Tras un elogio a la virginidad por parte del poeta, el ángel explica a Wettino en cuánta bajeza de vicios ha caído la humanidad y ha ido alejándose de su Creador, y cómo ninguna otra clase de pecados ofende tanto a Dios como los contra natura; el guía entonces prorrumpe en una terrible invectiva contra los peores enemigos de la virginidad, e invita al monje a revelarlo todo según la voluntad del Señor. Finalmente, el ángel, que fue en su tiempo custodio de Sansón y ahora lo es de Wettino, vitupera ásperamente la corrupción de los frailes y de las religiosas, muy ajenos a la pobreza de espíritu y al afán por el reino de los cielos, terminando su discurso con un elogio de Geraldo, bienhechor del convento de Reichenau, padre de Hildegarda, esposa de Carlomagno. En este punto termina la visión. Los últimos versos (827-945) narran el despertar de Wettino, el relato que él hace a los monjes y su muerte.

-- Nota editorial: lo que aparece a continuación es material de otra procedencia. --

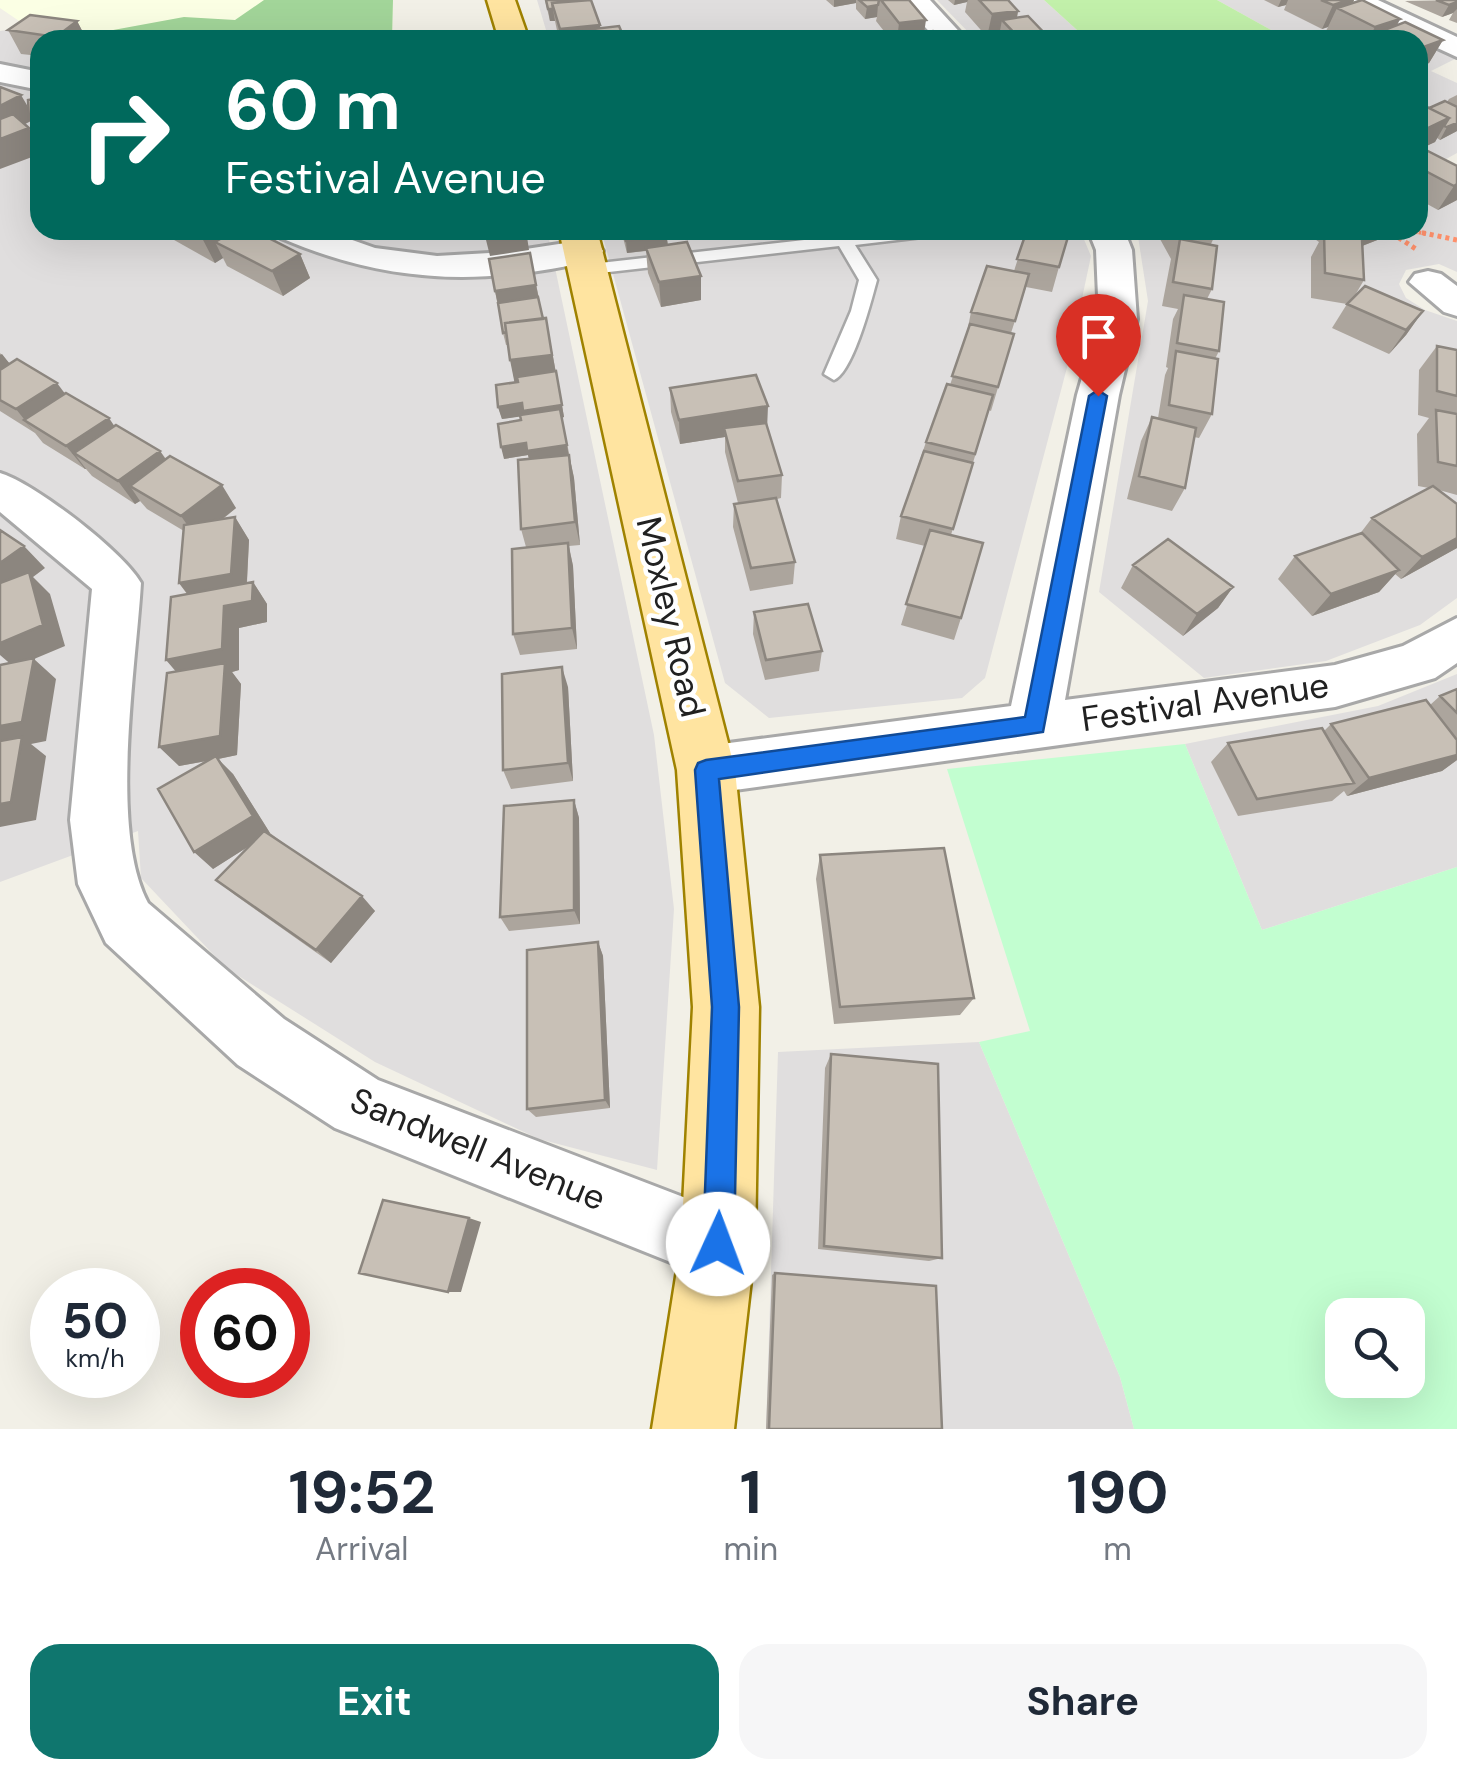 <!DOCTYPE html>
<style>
:root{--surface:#fff;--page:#f6f6f7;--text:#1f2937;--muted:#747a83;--accent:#0f766e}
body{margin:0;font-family:"DM Sans",sans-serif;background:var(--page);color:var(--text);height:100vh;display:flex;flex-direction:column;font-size:38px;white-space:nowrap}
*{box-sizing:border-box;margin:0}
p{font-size:32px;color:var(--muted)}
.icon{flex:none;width:55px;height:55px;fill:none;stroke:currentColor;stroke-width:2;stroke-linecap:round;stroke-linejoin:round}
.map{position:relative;height:1429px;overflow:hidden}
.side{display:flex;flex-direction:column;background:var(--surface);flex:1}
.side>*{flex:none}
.banner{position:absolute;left:30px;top:30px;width:1398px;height:210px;border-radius:30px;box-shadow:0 10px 40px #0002;background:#00695c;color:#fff;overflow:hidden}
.tools{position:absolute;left:1325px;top:1298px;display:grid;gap:20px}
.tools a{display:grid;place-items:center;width:100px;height:100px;border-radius:20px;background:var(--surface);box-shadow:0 10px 40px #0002;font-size:50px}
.speed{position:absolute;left:30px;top:1268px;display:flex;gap:20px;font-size:50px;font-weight:700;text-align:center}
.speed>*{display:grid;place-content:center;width:130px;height:130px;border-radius:50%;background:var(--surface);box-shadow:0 10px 40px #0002;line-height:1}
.speed small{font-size:25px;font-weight:400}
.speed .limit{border:15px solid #d22;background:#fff;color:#111}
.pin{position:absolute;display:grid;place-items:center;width:85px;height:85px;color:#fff;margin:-102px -42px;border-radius:50% 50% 50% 0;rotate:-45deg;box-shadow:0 0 10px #0007}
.pin .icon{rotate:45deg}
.me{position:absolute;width:110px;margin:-55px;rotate:2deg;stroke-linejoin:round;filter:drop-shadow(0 0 8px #0008)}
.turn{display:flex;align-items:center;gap:35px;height:210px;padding:0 30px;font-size:45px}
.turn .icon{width:130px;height:130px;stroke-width:2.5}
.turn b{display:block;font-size:70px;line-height:85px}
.eta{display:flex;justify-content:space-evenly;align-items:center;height:170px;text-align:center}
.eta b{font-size:60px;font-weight:700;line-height:70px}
.action{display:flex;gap:20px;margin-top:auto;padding:20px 30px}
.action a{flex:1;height:115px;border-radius:30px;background:var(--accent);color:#fff;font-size:40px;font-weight:700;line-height:115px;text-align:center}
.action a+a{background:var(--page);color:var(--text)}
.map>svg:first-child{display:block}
.residential{fill:#e0dede}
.education{fill:#fbffe4}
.grass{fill:#c2f0aa}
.forest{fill:#a2d599}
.park{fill:#c2fed0;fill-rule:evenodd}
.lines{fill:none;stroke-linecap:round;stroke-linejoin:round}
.service-casing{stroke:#a8a8a8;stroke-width:5}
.minor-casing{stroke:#a8a8a8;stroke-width:6}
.primary-casing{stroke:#9f8200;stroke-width:5}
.path-far1{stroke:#ff916c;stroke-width:4;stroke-dasharray:2.5 2.5;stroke-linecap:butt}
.path{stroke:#ff916c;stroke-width:5;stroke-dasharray:4 4;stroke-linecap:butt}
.service{fill:#fff;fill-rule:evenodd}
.minor{fill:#fff;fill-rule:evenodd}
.primary{fill:#ffe4a0;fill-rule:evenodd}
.wall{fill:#aca59d}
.shaded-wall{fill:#8c867f}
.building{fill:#c8c0b6;stroke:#8c867f;stroke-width:2.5}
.route{fill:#1a73e8;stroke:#114b97;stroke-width:2.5}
.labels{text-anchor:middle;stroke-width:9;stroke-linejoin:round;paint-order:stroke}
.street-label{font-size:35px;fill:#212121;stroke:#fff}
</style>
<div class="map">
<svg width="1457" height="1429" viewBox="0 0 1457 1429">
<rect width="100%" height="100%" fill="#f2f0e7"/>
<path class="residential" d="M537 0H893L934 40H549Z
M937 0H1044L1088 40H976Z
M1217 0H1341L1457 58 1431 71 1457 83V153L1428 169 1457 184V272L1439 264 1406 270 1399 284 1406 298 1425 310 1457 321V598L1420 625 1326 661 1204 678 1099 592 1148 301 1137 230H1418V40H1289Z
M28 27 120 40H40V230H547L654 735 674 909 657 1170 539 1139 375 1062 226 968 141 878 138 831 0 882V31Z
M601 230H1080L1091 256 1069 360 985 678 962 698 769 718 725 683Z
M1457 674V867L1262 930 1185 744 1378 706Z
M979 1042 1120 1377 1134 1429H766L778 1052Z"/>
<path class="education" d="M0 0H393L392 40 294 32 285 40H120L28 27 0 8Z"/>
<path class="grass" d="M1044 0H1217L1289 40H1088Z"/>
<path class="forest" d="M264 0H393L392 40 294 32 285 40H120L86 35 184 17 235 20Z"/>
<path class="park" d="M1185 744 1262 930 1457 867V1429H1134L1120 1377 979 1042 1030 1031 947 769ZM1342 1315H1408V1380H1342Z"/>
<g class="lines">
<g class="service-casing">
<path id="service" d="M893 230H947L939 235 855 245 877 280C871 302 853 372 834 380L824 374 851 311 859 280 839 246 591 274 582 269 591 264Z"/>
</g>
<g class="minor-casing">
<path id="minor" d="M900 0H930L967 40H937Z
M1342 0H1378L1457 37V57L1346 6Z
M0 64 40 72V90L0 82Z
M276 230H324L375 248 437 256 507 252 585 240 598 243 603 251 598 259C485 287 388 284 281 238Z
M1088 230H1124L1132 250 1137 319 1119 395 1065 700 1335 665 1403 646 1457 618V663L1435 678 1335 707 706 794 687 787 679 770 687 753 706 746 1011 706 1077 395 1099 319 1096 250Z
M1428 271 1441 274 1457 286V316L1444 312 1409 282 1415 274Z
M0 473C34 483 124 552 141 583 136 668 109 830 148 903L284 1019 378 1080 743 1220 754 1245 743 1270 718 1281 335 1128 238 1065 106 943 78 884 70 820 92 589 0 512Z"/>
</g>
<g class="primary-casing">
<path id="primary" d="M487 0H515L529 40H499Z
M559 230H597L735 770 759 1007 755 1245 734 1429H652L681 1245 693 1007 677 770Z"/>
</g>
<path class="path-far1" d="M1409 230 1426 234"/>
<path class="path" d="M1396 231V236L1416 249
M1414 231 1457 240"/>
<use href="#service" class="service"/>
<use href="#minor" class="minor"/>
<use href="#primary" class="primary"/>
</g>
<path class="wall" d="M545 0H577L600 25V29L625 40H559L555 21H550Z
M826 0H909L924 32 940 40H891L876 21 877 17 865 19 856 9V3L834 7Z
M948 0H1008L1018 11 1017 18 1051 40H998L999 36 987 37 965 12 967 2 954 5Z
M1264 0H1354L1353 3 1362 0 1400 19 1397 25 1405 22 1443 40 1429 63 1418 68V40H1343L1326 31 1328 27 1322 29 1284 10 1286 5 1278 7Z
M1457 0V23L1449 20 1453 13 1442 17 1405 1Z
M77 21 87 40H40V56L21 54 8 30Z
M1457 95V131L1440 140 1437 138 1435 142 1422 148 1457 166V200L1438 210 1418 199V108H1429L1447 102 1449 99Z
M163 230H232V232L300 254 310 278 283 296 227 266 223 258 215 263 167 236Z
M621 230H715V233L667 239 668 245 701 300 661 307 648 273 646 251 627 253Z
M1027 230 1059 267 1052 292 1026 287 1011 333 1014 334 991 411 989 410 951 535 961 618 954 640 901 625 925 546 896 539 901 516 926 442 950 385 966 337 971 312 1014 271Z
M1155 230H1214L1216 233 1211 244 1212 289 1207 299 1219 351 1215 359 1212 414 1199 438 1194 437 1185 488 1172 511 1127 499 1141 441 1152 417 1158 418 1165 375 1168 368 1166 367 1173 319 1178 309 1162 306 1171 259Z
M1312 230H1389L1385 237 1362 246 1364 280 1354 297 1423 311 1406 335 1389 354 1332 328 1347 304 1311 298V257L1319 242 1309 235Z
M530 253 543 319 546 318 564 417 562 418 574 478 580 545 569 546 573 566 577 649 520 655 513 634 526 547 521 529 529 459 528 455 504 459 521 420V416L502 419 498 407 515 383 508 345H506L503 333 489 259Z
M1437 346 1457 350V495L1439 490 1457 504V548L1401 579 1395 574 1379 592 1312 616 1278 579 1295 556 1359 535 1372 518 1429 488 1418 486 1417 434 1429 418 1418 415 1419 370Z
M0 353 10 364 65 393 114 426 160 451 166 459 236 508 223 519 235 517 249 540 247 583 253 582 267 604V622L239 628V670L232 672 241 684 237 755 218 759 233 774 270 833 375 911 331 963 235 895 216 880 249 846 213 869 207 761 179 766 176 672 187 594 179 583 184 531 147 509 140 501 135 504 92 476 86 469H85L43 443 35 433 0 411Z
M670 388 767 427 782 475 781 498 777 499 795 562 793 584 750 591 733 527 734 504 738 503 725 452V437L680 444 671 412Z
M1133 565 1233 587 1218 608 1183 636 1121 588Z
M754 612 822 651 819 671 765 680 753 634Z
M568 687 573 781 511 789 503 770Z
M1457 689V760L1442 771 1347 796 1344 791 1332 801 1238 816 1211 762 1228 743 1324 731 1331 724 1430 705 1440 696Z
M574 800 579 818 580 924 509 931 500 917Z
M820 855 974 998 960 1015 834 1024 816 879Z
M598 942 603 956 610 1108 536 1117 527 1109Z
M831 1054 942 1258 929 1261 818 1249 825 1068Z
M775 1273 942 1429H766L772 1275Z"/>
<path class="shaded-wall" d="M834 0H856V3L834 7Z
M955 0H968L967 2 954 5Z
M1281 0H1288L1286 5 1278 7Z
M1349 0H1354L1348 13 1337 8 1328 27 1322 29 1333 5Z
M1457 2V9L1453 13 1442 17 1449 5Z
M878 5 877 17 865 19 867 7Z
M548 9H553L555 21H550Z
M1018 11 1014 32 1002 20 999 36 987 37 992 14Z
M1400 19 1391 37 1379 32 1375 40H1368L1375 27Z
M926 20 923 40 905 34V40H897L899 23Z
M77 21 87 40H58L56 37Z
M600 25 601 40H562L560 29Z
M1443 40 1429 63 1418 68V49Z
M21 95 34 117 40 116V137L31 121 4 135 0 128V106Z
M1449 118 1435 142 1418 150V133Z
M1457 123V131L1440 140 1447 127Z
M29 128 40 146V154L0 169V139Z
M1457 184V200L1438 210 1454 186Z
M218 230H232L240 248 215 242 223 258 215 263 202 238Z
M496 230H526L529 250 490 256 484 232Z
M664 230H715V233L667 239 668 248 627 253 626 241Z
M1353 230H1389L1385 237 1339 255Z
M300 254 310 278 283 296 272 271Z
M701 276V300L661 307 659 282Z
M536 285 541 309 500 315 495 291Z
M1423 311 1406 335 1389 354 1406 330Z
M546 318 557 379 515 385 510 360Z
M2 354 21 378 0 391V355Z
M57 383 75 407 24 420 35 433 16 409Z
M522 403 562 405 564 417 526 423 524 416 502 419 498 407Z
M768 406 767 430 724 428 725 437 680 444 679 420Z
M109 418 125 442 74 453 86 469H85L66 446Z
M526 443 567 445 569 457 530 463 528 455 504 459 501 447Z
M160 451 176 475 130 486 140 501 135 504 118 481Z
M569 455 574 478 580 545 575 522Z
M222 485 236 508 197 539 181 516Z
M235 517 249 540 246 597 196 605 179 583Z
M1457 538V548L1401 579 1422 557Z
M568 543 573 566 577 649 572 628Z
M24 546 45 568 33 577 50 594 65 646 34 659 56 679 46 741 31 744 46 756 36 820 0 827V726L14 667 0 655V563Z
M1399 570 1379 592 1312 616 1331 594Z
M253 582 267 604V622L239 628V670L232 672 241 684 237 755 218 759 233 774 270 833 213 869 194 852 217 759 179 766 159 747 184 681 166 660 224 606Z
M1233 587 1218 608 1183 636 1197 614Z
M562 667 568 687 573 781 568 763Z
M1457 755V760L1442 771 1347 796 1369 778Z
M574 800 579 818 580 924 574 910Z
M362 896 375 911 331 963 316 950Z
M598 942 603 956 610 1108 605 1100Z
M469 1218 481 1222 461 1292H448Z"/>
<path class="building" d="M546 0H577V1L552 3 553 9H548Z
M591 0 600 25 560 29 552 3Z
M859 0H879L878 5 867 7Z
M881 0H909L926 20 899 23Z
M979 0H1008L1018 11 992 14Z
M1321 0H1349L1333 5Z
M1362 0 1400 19 1375 27 1337 8Z
M1436 0H1457V2L1449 5Z
M30 15 77 21 56 37 8 30Z
M1028 16 1051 40H1021L1002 20Z
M1405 22 1443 40 1418 49V40H1397L1379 32Z
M619 26 625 40H562L559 33Z
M933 31 940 40H910L905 34Z
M329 35V40H307L306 37Z
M372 37V40H344Z
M0 87 21 95 0 106Z
M40 98V116L29 118 28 100Z
M1445 101 1457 107V123L1447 127 1444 126 1449 118 1429 108Z
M1423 105 1449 118 1418 133V108Z
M13 114 29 128 0 139V119Z
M1418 146 1457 166V184L1454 186 1418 167Z
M187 230H218L202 238Z
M236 230H253L300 254 272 271 215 242Z
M623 230H665L667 236 626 241Z
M1027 230H1070L1059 267 1017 259Z
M1178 230H1214L1216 233 1181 234Z
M1324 233 1362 239 1364 280 1325 273Z
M1180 239 1217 246 1212 289 1173 282Z
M687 242 701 276 659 282 646 248Z
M530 253 536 285 495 291 489 259Z
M987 266 1029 274 1015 321 971 312Z
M1365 286 1423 311 1406 330 1347 304Z
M1184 295 1224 302 1219 351 1177 343Z
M538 297 543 319 505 323 506 332 503 333 498 303Z
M546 318 552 355 510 360 505 323Z
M970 324 1014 334 998 387 952 376Z
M1437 346 1457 350V396L1437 391Z
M1176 351 1218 359 1212 414 1169 405Z
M17 359 57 383 16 409 0 400V370Z
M556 371 562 405 523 411 522 403 498 407 496 385 518 382 517 377Z
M756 375 768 406 679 420 670 388Z
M947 384 993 395 975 454 926 442Z
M66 393 109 418 66 446 24 420Z
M560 409 567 445 527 451 526 443 501 447 498 424 521 420 520 415Z
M1436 410 1457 414V466L1438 462Z
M1152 417 1196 428 1185 488 1139 476Z
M766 423 782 475 738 481 724 428Z
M116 425 160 451 118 481 74 453Z
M924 451 973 463 953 529 901 516Z
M569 455 575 522 521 529 518 460Z
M170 456 222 485 181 516 130 486Z
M1433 486 1457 504V538L1422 557 1372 518Z
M776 498 795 562 751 568 734 504Z
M235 517 231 574 179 583 184 525Z
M0 530 24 546 0 563Z
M930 530 983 543 961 618 906 604Z
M1362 533 1399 570 1331 594 1295 556Z
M1168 539 1233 587 1197 614 1133 565Z
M568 543 572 628 513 634 512 549Z
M29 572 43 625 0 643V583Z
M253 582 252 601 224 606 222 649 166 660 171 597Z
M808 604 822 651 766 660 754 612Z
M34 658 22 722 0 726V665Z
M225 663 220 736 159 747 167 673Z
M562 667 568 763 503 770 502 674Z
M1457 689V713L1440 696Z
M1426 700 1457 740V755L1369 778 1331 724Z
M1322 728 1354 783 1257 799 1228 743Z
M22 737 11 802 0 804V741Z
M216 756 253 816 194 852 158 789Z
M574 800V910L500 917 504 806Z
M264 831 362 896 316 950 216 880Z
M944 848 974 998 840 1007 820 855Z
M598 942 605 1100 527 1109V950Z
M831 1054 938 1064 942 1258 824 1246Z
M383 1200 469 1218 448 1292 359 1273Z
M775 1273 936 1286 942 1429H769Z"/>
<path class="route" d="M1098 390 1107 396 1043 732 719 779 739 1007 734 1244 729 1255 718 1260 708 1255 703 1244 712 1007 695 770 698 763 706 760 1025 717 1089 396Z"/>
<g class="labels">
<g class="street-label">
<text transform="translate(671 617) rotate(77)" y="12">Moxley Road</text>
<text transform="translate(1205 702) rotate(-8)" y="12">Festival Avenue</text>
<text transform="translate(478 1149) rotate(22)" y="12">Sandwell Avenue</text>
</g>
</g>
</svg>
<div class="tools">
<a><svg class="icon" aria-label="search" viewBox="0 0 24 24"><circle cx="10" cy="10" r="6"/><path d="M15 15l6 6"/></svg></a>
</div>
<div class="speed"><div>50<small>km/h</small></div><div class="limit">60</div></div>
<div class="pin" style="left:1098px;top:396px;background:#d93025"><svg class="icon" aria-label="arrive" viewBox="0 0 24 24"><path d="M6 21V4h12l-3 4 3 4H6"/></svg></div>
<svg class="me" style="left:718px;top:1244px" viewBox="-20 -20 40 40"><circle r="19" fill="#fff"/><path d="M0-13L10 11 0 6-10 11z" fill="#1a73e8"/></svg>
<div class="banner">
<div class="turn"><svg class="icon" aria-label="right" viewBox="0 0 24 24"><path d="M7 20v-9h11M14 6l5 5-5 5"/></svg><div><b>60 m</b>Festival Avenue</div></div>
</div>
</div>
<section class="side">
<div class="eta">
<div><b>19:52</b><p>Arrival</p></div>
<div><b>1</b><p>min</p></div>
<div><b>190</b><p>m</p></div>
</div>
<div class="action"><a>Exit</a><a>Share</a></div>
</section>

Esta obra de Walafrido goza de singular importancia en la historia de las visiones de ultratumba, por ser la primera que expone en verso tal género literario, comenzado en forma típicamente medieval por la prosa descarnada y casi apocalíptica de Gregorio el Magno. Hay en su forma un especial influjo de Virgilio, Ovidio y Prudencio. En lo que respecta al contenido, el elevado grado de cultura hace que el autor, aun manteniéndose fiel a los conceptos de la ideología de las Sagradas Escrituras (Apocalipsis), seguidos a veces en la cruda descripción de Haitón, ilumine su modelo con detalles derivados del libro VI de la Eneida (v.). La visión de Wettino ofrece además otros elementos históricos interesantes para la elaboración de tales composiciones durante el Medioevo, hasta el inmortal poema dantesco.
Notemos que, a diferencia de las precedentes obras, en ésta la distinción de los tres reinos es clara, y es posible hallar en determinados tormentos una pena relacionada con la culpa. En el purgatorio se señala a un monje encerrada en una arca de plomo porque durante su vida ávido de dinero, había tenido un gran cofre de encina para sus ilícitas y excesivas ganancias; de la misma manera el lujurioso Carlomagno es castigado también con su propio pecado: un animal le roe los órganos genitales. Estas alusiones, francas o veladas, a personajes poderosos que existieron realmente, y las ásperas y libres invectivas del ángel o del poeta contra monjes y religiosas, sacerdotes y funcionarios, son las que dan a esta composición escolástica su tono de firme y airada vivacidad.